WHAT YOU NEED TO DO :: Line by line, transcribe the data below exactly and pass over the images.

PROVIDED MATERIAL ::
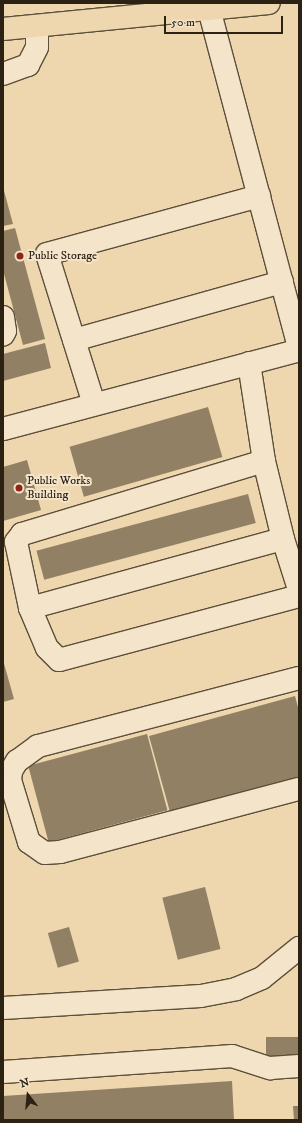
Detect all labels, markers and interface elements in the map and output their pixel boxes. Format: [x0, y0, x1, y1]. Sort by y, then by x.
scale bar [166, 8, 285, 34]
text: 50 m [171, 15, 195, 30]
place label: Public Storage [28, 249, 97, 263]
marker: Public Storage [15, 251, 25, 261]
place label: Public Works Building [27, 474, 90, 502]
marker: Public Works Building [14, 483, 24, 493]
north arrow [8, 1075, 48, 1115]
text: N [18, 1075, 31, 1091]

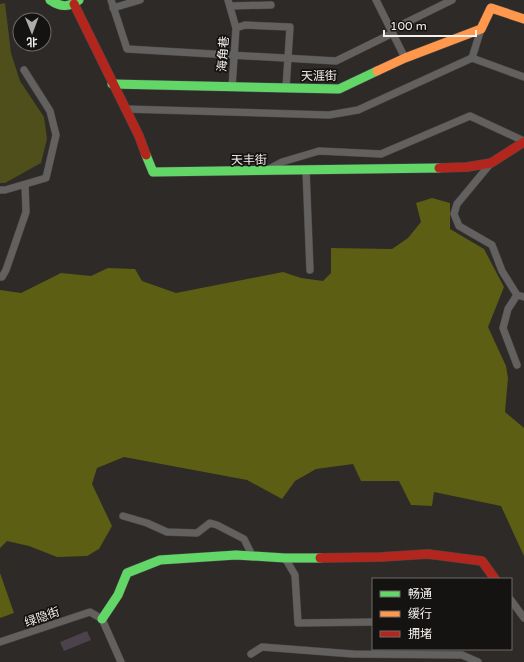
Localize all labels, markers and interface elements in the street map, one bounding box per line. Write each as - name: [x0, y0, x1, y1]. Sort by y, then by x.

SOLUTION ::
Detect all labels, markers and interface elements in the map and output their pixel boxes. Format: [x0, y0, x1, y1]. Sort by y, then by x.
scale bar [166, 8, 285, 34]
text: 50 m [171, 15, 195, 30]
place label: Public Storage [28, 249, 97, 263]
marker: Public Storage [15, 251, 25, 261]
place label: Public Works Building [27, 474, 90, 502]
marker: Public Works Building [14, 483, 24, 493]
north arrow [8, 1075, 48, 1115]
text: N [18, 1075, 31, 1091]

Localize all labels, markers and interface elements in the street map, one bounding box per line. Write each as - name: [x0, y0, x1, y1]. Sort by y, then by x.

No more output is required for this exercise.